Use `temp_overlap()` to compute the mean of all pairwise overlaps among rows (species), using the chosen index: "pianka" or "czekanowski". This returns the observed assemblage-wide overlap among the cervid species.

```{r eval = FALSE}
Results_Pianka <-temp_overlap(data_matrix, method = "pianka") 
Results_Pianka

Results_Czekanowski <-temp_overlap(data_matrix, method = "czekanowski")
Results_Czekanowski
```

### 4.4. Null Model Test

To test whether the observed overlap differs from random expectations, `get_null_model()` generates a null distribution of assemblage-wide overlap by repeatedly randomizing the input matrix using `rosario_sample()` and recomputing mean pairwise overlap (via `temp_overlap()`).

`get_null_model()` can run simulations in parallel by setting `parallel = TRUE`. For CRAN checks and maximum portability, this vignette uses `parallel = FALSE`.

We recommend using `nsim = 1000` for applied analyses, but runtime depends on hardware and dataset size.

```{r eval = FALSE}
set.seed(1)
Null_Model_Pianka <- get_null_model(data_matrix, method = "pianka", nsim = 100, parallel = FALSE)
Null_Model_Pianka$p_value

Null_Model_Czekanowski <- get_null_model(data_matrix, method = "czekanowski", nsim = 100, parallel = FALSE)
Null_Model_Czekanowski$p_value
```

### 4.5. Visualizing the null distribution

Use `temp_overlap_plot()` to compare the observed overlap (from `temp_overlap()`) against the simulated null distribution (from `get_null_model()`).
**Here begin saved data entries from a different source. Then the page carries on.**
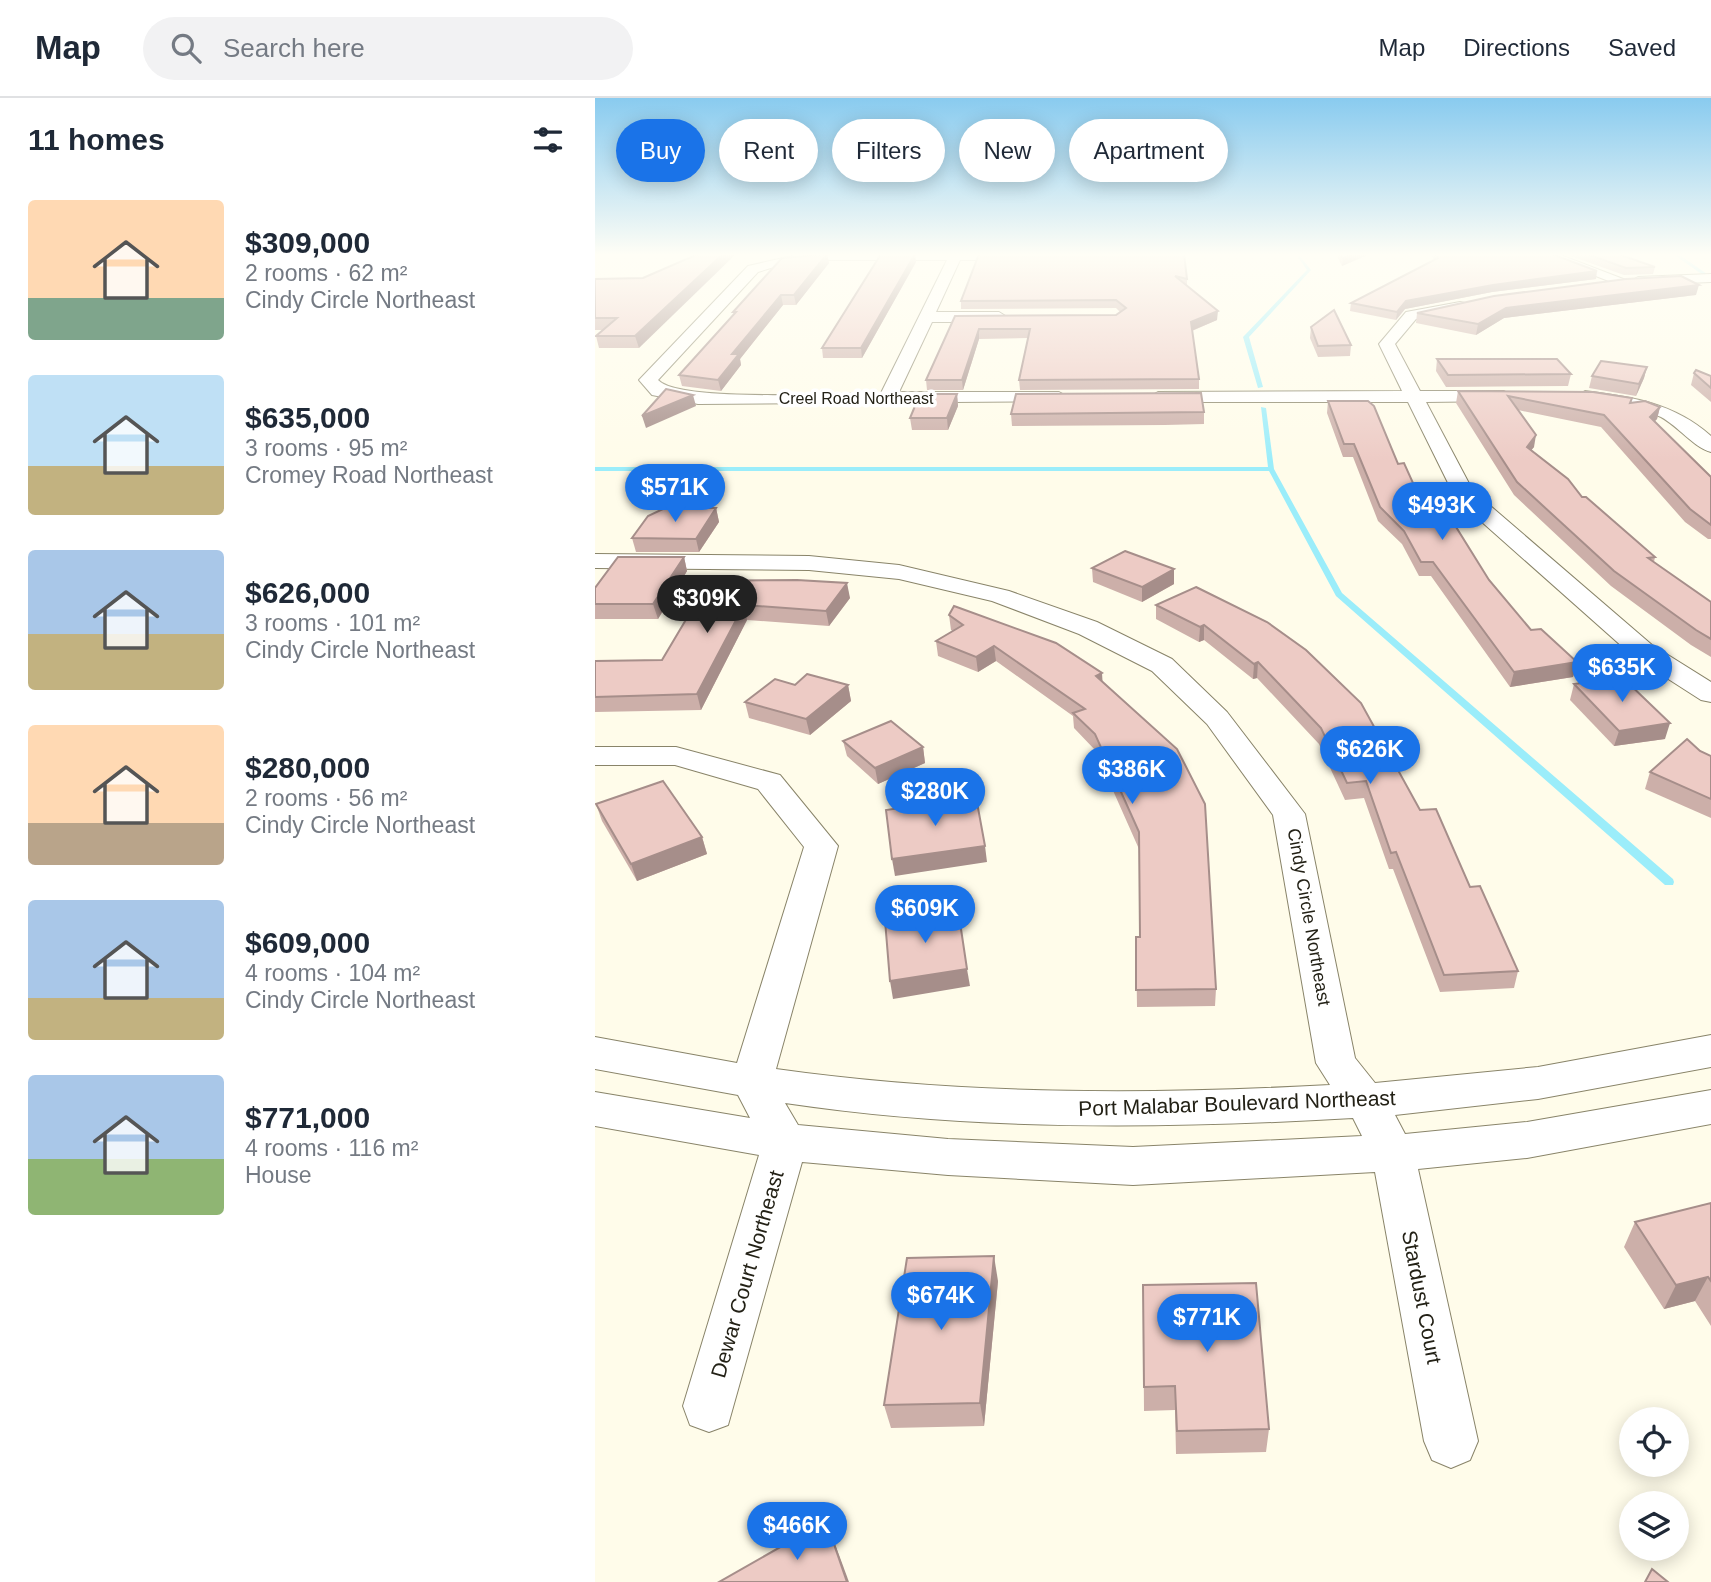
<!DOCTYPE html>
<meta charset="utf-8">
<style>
body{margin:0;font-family:Helvetica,sans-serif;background:#f2f2f3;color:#1f2937;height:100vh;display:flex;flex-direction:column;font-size:26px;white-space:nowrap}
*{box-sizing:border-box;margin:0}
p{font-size:23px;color:#747a83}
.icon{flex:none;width:38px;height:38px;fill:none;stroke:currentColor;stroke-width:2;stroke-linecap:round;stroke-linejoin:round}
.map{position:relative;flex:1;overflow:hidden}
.details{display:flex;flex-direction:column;background:#fff;width:595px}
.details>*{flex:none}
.banner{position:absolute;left:21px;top:21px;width:665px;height:63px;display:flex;gap:14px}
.buttons{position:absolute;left:1024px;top:1309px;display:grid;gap:14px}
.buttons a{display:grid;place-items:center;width:70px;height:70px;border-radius:50%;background:#fff;box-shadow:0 4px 18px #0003;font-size:35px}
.price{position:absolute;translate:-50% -60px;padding:0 16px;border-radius:24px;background:#1a73e8;color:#fff;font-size:23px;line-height:46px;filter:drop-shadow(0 2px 4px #0008)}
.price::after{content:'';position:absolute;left:50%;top:42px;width:21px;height:16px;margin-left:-10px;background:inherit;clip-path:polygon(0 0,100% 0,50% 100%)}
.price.active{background:#222;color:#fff}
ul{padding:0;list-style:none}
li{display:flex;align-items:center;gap:21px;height:175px;padding:0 28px}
li span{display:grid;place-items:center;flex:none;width:196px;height:140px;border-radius:7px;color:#555}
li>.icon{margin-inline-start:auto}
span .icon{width:84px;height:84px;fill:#fffc;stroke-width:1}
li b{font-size:30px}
h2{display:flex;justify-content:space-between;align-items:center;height:84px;padding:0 28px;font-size:30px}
.tag{padding:0 24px;border-radius:32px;background:#fff;box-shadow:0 4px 18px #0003;font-size:24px;line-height:63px}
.tag.active{background:#1a73e8;color:#fff}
header{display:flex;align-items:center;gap:42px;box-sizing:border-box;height:98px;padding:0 35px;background:#fff;border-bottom:2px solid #e0e1e3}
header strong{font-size:33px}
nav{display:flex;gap:38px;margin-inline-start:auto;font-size:24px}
.search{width:490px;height:63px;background:#f2f2f3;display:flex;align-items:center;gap:18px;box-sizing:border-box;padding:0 24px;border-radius:38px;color:#747a83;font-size:26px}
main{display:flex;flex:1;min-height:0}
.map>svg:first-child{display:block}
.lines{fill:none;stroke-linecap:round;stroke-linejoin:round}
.stream{fill:#9bedfa;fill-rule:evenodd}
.minor-casing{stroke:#898469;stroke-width:2}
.minor{fill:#fff;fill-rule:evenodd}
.wall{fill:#ccafa9}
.shaded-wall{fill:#a68e8a}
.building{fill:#edcbc5;stroke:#a68e8a;stroke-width:2}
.labels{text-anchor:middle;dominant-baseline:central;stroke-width:7;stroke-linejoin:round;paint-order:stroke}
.far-street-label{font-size:16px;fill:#232116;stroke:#fff}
.street-label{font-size:18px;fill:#232116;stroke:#fff}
.near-street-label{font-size:21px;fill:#232116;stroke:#fff}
</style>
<header>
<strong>Map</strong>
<div class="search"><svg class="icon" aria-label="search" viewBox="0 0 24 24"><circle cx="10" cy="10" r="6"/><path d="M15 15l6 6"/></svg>Search here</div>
<nav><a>Map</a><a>Directions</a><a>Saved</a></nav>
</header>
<main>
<section class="details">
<h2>11 homes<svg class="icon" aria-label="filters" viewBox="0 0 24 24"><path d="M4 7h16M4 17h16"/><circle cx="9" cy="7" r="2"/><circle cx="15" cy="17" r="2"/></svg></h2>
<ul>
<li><span style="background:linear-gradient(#ffd9b3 70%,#7fa58c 0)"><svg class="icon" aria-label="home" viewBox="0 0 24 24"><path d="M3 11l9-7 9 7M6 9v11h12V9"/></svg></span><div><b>$309,000</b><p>2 rooms · 62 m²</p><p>Cindy Circle Northeast</p></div></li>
<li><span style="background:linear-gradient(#bfe0f5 65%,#c2b280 0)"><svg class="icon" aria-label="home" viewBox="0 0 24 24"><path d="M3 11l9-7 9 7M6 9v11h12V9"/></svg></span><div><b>$635,000</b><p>3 rooms · 95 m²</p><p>Cromey Road Northeast</p></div></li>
<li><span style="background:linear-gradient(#a9c7e8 60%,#c2b280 0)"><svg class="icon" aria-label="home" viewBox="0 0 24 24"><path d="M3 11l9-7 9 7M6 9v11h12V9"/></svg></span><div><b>$626,000</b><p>3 rooms · 101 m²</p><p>Cindy Circle Northeast</p></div></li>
<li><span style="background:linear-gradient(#ffd9b3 70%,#b9a48a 0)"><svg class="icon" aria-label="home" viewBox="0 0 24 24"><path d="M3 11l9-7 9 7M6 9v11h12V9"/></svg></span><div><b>$280,000</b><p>2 rooms · 56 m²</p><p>Cindy Circle Northeast</p></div></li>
<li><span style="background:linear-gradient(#a9c7e8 70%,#c2b280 0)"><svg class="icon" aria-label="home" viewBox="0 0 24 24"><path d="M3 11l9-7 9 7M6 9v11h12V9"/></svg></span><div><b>$609,000</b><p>4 rooms · 104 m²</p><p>Cindy Circle Northeast</p></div></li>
<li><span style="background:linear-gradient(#a9c7e8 60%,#8fb573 0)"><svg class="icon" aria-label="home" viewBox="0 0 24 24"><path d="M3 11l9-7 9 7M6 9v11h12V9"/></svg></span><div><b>$771,000</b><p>4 rooms · 116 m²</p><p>House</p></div></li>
</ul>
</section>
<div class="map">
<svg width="1116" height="1484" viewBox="0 0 1116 1484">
<rect width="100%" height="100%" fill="#fffcea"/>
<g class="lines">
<g class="stream">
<path d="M701 156H703L716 172 654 239 668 289 663 290 648 239 712 172Z"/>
<path d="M1078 156H1083L1112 176 1108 177Z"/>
<path d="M666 309 671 310 679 371 747 495 1078 781 1079 784 1078 787H1070L741 498 674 373H0V369H673Z"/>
</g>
<g class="minor-casing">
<g id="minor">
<path d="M434 156V161L429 162H365L341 214H404L412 219 404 224H337L304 294H464L473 299 470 303 103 306 57 297 44 282 153 168 206 156ZM228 162H352L286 295C247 295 84 305 63 282L163 174 192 165Z"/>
<path d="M944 156H963L1036 184 1024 187Z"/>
<path d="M1116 176V184L1043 187 1036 183 1043 179Z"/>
<path d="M865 204 870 205V211L821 221 800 246 825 293H909L918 298 909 303 831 304 878 393 1057 547 1116 584V604L1106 602 1039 559 861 401 813 304H563L554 299 563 294 807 293 784 246 811 214Z"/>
<path d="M990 293C1038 299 1079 305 1116 338V354C1098 349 1083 328 1066 319 1040 307 1011 309 984 302L981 298Z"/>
<path d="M0 456 214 458 304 467 414 493 502 524 577 561 632 614 710 716 760 960 780 985 943 969 1116 937V969L943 1001 800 1017 810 1036 932 1024 1116 992V1026L932 1060 823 1071 883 1343 875 1362 856 1370 837 1362 829 1343 780 1074 538 1087 353 1077 207 1064 133 1327 114 1334 95 1327 88 1308 164 1057 0 1028V994L155 1020 143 997 0 971V939L142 965 209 749 163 691 80 667H0V649H81L185 677 243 748 181 971C364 997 551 997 735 987L721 965 678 717 612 626 557 573 484 536 397 503 304 481 214 472 0 470ZM190 1005C378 1033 569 1031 758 1020L767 1038 538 1049 353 1041 203 1027Z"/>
</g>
</g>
<use href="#minor" class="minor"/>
</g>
<g class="wall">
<path d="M232 156 234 165 201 207H188L145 261 146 267 126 293 87 288 84 277 139 216 138 214Z"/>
<path d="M320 156 321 164 267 260H228L227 250Z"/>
<path d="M589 156 592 181V188L622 222 597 233 604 281V291L425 292 424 282 433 240 384 241 368 292H332L331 282 360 218 521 217 525 214 521 210 366 211V203Z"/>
<path d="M741 156H775L747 168Z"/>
<path d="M836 156H957L1001 181 897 194 810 211 801 222 755 213 756 205 839 162Z"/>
<path d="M970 156H1023L1060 169 1058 176 1029 177Z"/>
<path d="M48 180 44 250H4L1 238 9 232H0V181Z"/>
<path d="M1101 197 909 220 881 237 821 225 822 215Z"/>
<path d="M716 229 756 247 755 258 723 259 715 240Z"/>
<path d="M842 261 976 276 973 288 851 289 841 273Z"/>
<path d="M1052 269 1049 280 1041 298 994 290 997 278Z"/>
<path d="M1099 275 1116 278V304L1096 287Z"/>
<path d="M863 293 1036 305 1065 309 1062 321 1060 323 1116 379V441H1113L1090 424 1006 329 923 312 939 349 936 352 987 399 1060 459 1059 464 1116 504V559L1096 547 1016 488 919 397 861 305Z"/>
<path d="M362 296 363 308 353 332H317L315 320Z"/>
<path d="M733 303 803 366 822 394 936 532 982 564 978 579 915 589 836 478H824L807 446 783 423 758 359H748L732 315Z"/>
<path d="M609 314V326L570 327 417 328 416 316Z"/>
<path d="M121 410 124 424 104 454H41L37 440Z"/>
<path d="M89 459 92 473 63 521H0V490Z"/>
<path d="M497 470 579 486 547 504 498 484Z"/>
<path d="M601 489 825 712 875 789 923 873 919 890 845 894 798 771H794L769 700 750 702 724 646 662 580 658 581 609 542 604 544 561 521V507Z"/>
<path d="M255 500 234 528 152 522 106 612 0 614V563L67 562 94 517 90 502Z"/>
<path d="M354 517 507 575V584L621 891 620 908 542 909 541 839H545L544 751 500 652 479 630 478 618 401 563 383 574 343 558 341 543 358 533 356 532Z"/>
<path d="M979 586 1070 641 1019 648 975 602Z"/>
<path d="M200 587H253L256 603 215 637 154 620 150 604Z"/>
<path d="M248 643 328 649 330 665 283 686 252 658Z"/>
<path d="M1105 653 1116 658V720L1050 691 1055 674Z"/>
<path d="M1 706 107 739 112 756 42 783 7 723Z"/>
<path d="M1116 1105V1228L1100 1203 1069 1211 1029 1149 1040 1124Z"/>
<path d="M403 1183 389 1328 296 1330 289 1307Z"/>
<path d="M548 1187 674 1331 671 1354 581 1356 580 1312 549 1313Z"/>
</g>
<g class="shaded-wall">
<path d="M128 156H141L44 250 40 238Z"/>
<path d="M232 156 234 165 201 207 199 197Z"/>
<path d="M320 156 321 164 267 260 266 250Z"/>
<path d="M759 156H775L747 168 748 160Z"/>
<path d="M1002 173 1001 181 897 194 810 211 801 222 802 214 811 203 898 187Z"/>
<path d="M1104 187 1101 197 909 220 881 237 883 226 911 210Z"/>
<path d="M186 197 188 207 145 261 146 267 126 293 123 282 137 256Z"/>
<path d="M623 213 622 222 596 233V224Z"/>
<path d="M384 231V241L368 292 367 282Z"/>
<path d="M1052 269 1049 280 1041 298 1044 286Z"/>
<path d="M362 296 363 308 353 332 352 320Z"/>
<path d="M98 297 101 308 51 330 47 318Z"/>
<path d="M1065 309 1062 321 1052 331 1055 319Z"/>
<path d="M941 337 939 349 929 361 932 349Z"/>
<path d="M121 410 124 424 104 454 101 441Z"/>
<path d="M89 459 92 473 63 521 58 506Z"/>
<path d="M579 471V486L547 504V489Z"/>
<path d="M252 485 255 500 234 528 231 513Z"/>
<path d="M149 507 152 522 106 612 102 596Z"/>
<path d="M609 527V542L604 544 605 529Z"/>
<path d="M399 548 401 563 383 574 381 559Z"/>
<path d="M663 564 662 580 658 581 659 566Z"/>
<path d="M982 564 978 579 915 589 919 574Z"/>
<path d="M507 575 508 591 501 578Z"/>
<path d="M253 587 256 603 215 637 211 621Z"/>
<path d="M1075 625 1070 641 1019 648 1024 633Z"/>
<path d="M328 649 330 665 283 686 280 670Z"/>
<path d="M107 739 112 756 42 783 36 766Z"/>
<path d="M390 748 392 764 300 778 297 761Z"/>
<path d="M372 871 375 888 298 901 295 883Z"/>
<path d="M399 1158 403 1183 389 1328 385 1305Z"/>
<path d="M1113 1179 1100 1203 1069 1211 1081 1187Z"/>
<path d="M231 1423 240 1446 254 1484H252Z"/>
</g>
<g class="building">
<path d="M103 156H128L40 238H1L22 220H0V181L48 180Z"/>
<path d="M232 156 199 197H186L137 256H144L123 282 84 277 141 214H138L187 160Z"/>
<path d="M286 156H320L266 250H227Z"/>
<path d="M384 156H589L592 181 580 178 623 213 596 224 604 281 424 282 435 231H384L367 282H331L360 218 521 217 531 210 521 202 366 203Z"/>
<path d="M745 156H759L748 160Z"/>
<path d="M841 156H957L1002 173 898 187 811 203 802 214 756 205 843 160Z"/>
<path d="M992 156H1023L1060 169 1031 170Z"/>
<path d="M1086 178 1104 187 911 210 883 226 822 215 899 198 1031 181Z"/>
<path d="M739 212 756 247 723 248 716 229Z"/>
<path d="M842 261H962L976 276 853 277Z"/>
<path d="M1006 263 1052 269 1044 286 997 278Z"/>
<path d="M1101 272 1116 278V290L1099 275Z"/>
<path d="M71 291 98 297 47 318Z"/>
<path d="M863 293 998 294 1037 300 1035 305 1050 303 1065 309 1055 319 1116 379V427L1095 411 1009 317 913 298 941 337 932 349 973 381 987 399H991L1060 459 1053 460 1116 504V541L1101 532 1019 473 922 384Z"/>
<path d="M606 295 609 314 416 316 421 296Z"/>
<path d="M325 296H362L352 320H315Z"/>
<path d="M733 303H773L779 308 803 366 809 365 822 394 861 429 894 482 936 532 946 531 982 564 919 574 838 464H826L809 433 785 409 759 346H749Z"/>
<path d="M70 410H121L101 441 37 440 53 418Z"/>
<path d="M530 453 579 471 547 489 497 470Z"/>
<path d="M23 459H89L58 506H0V490Z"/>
<path d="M202 482 252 485 231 513 149 507 102 596 0 599V563L67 562 102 503 90 502 91 483Z"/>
<path d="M601 489 672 524 711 552 766 605 825 712 841 711 875 789 885 788 923 873 849 877 801 754 796 755 771 683 752 685 726 630 663 564 659 566 609 527 605 529 561 507Z"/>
<path d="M359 508 461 545 507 575 501 578 582 651 610 706 621 891 541 892V839H545L544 734 500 636 478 615 490 611 399 548 381 559 341 543 368 527 354 517Z"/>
<path d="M212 576 253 587 211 621 150 604 180 581 200 587Z"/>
<path d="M1028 580 1075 625 1024 633 979 586Z"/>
<path d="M296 623 328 649 280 670 248 643Z"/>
<path d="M1092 641 1105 653 1116 658V701L1055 674Z"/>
<path d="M68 683 107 739 36 766 1 706Z"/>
<path d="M381 699 390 748 297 761 291 712Z"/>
<path d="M363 811 372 871 295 883 290 822Z"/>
<path d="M1116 1105V1183L1113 1179 1081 1187 1040 1124Z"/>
<path d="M399 1158 385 1305 289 1307 312 1160Z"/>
<path d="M661 1185 674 1331 582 1333 580 1288 549 1289 548 1187Z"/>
<path d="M231 1423 252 1484H124Z"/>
<path d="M1057 1471 1073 1484H1050Z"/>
</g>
<linearGradient id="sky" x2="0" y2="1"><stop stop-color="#89cbef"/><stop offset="0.43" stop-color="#fffef6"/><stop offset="1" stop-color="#fffef6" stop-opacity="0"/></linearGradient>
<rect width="1116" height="364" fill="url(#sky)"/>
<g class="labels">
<g class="far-street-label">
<text x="261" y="300">Creel Road Northeast</text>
</g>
<g class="street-label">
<text transform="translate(714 819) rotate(80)">Cindy Circle Northeast</text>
</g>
<g class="near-street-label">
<text transform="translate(642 1005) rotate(-2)">Port Malabar Boulevard Northeast</text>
<text transform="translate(152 1176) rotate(-74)">Dewar Court Northeast</text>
<text transform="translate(827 1199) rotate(79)">Stardust Court</text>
</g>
</g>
</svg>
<div class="buttons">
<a><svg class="icon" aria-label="locate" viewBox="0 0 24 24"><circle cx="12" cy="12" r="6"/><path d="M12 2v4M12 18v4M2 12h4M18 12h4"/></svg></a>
<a><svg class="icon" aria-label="layers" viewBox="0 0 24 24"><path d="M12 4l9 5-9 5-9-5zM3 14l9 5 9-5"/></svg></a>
</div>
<b class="price" style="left:80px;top:426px">$571K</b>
<b class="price" style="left:847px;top:444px">$493K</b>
<b class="price active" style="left:112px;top:537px">$309K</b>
<b class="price" style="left:1027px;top:606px">$635K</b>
<b class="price" style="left:775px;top:688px">$626K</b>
<b class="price" style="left:537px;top:708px">$386K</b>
<b class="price" style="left:340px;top:730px">$280K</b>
<b class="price" style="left:330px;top:847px">$609K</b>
<b class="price" style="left:346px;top:1234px">$674K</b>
<b class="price" style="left:612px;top:1256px">$771K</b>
<b class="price" style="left:202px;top:1464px">$466K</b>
<div class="banner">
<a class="tag active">Buy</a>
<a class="tag">Rent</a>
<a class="tag">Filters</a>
<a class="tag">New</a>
<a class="tag">Apartment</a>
</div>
</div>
</main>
The plot shows a histogram of simulated overlap values and a vertical line indicating the observed overlap.

```{r eval = FALSE}
temp_overlap_plot(Null_Model_Pianka)

temp_overlap_plot(Null_Model_Czekanowski)
```

## 5. Conclusion

This vignette demonstrates the key steps needed to analyze cyclical temporal data using `rosario`: downloading event-level detections, binning them into time intervals, building a species-by-time matrix, computing observed assemblage-wide overlap, and comparing observed overlap against a null model.

For more details on each function, see the package documentation and the examples in each function’s help page.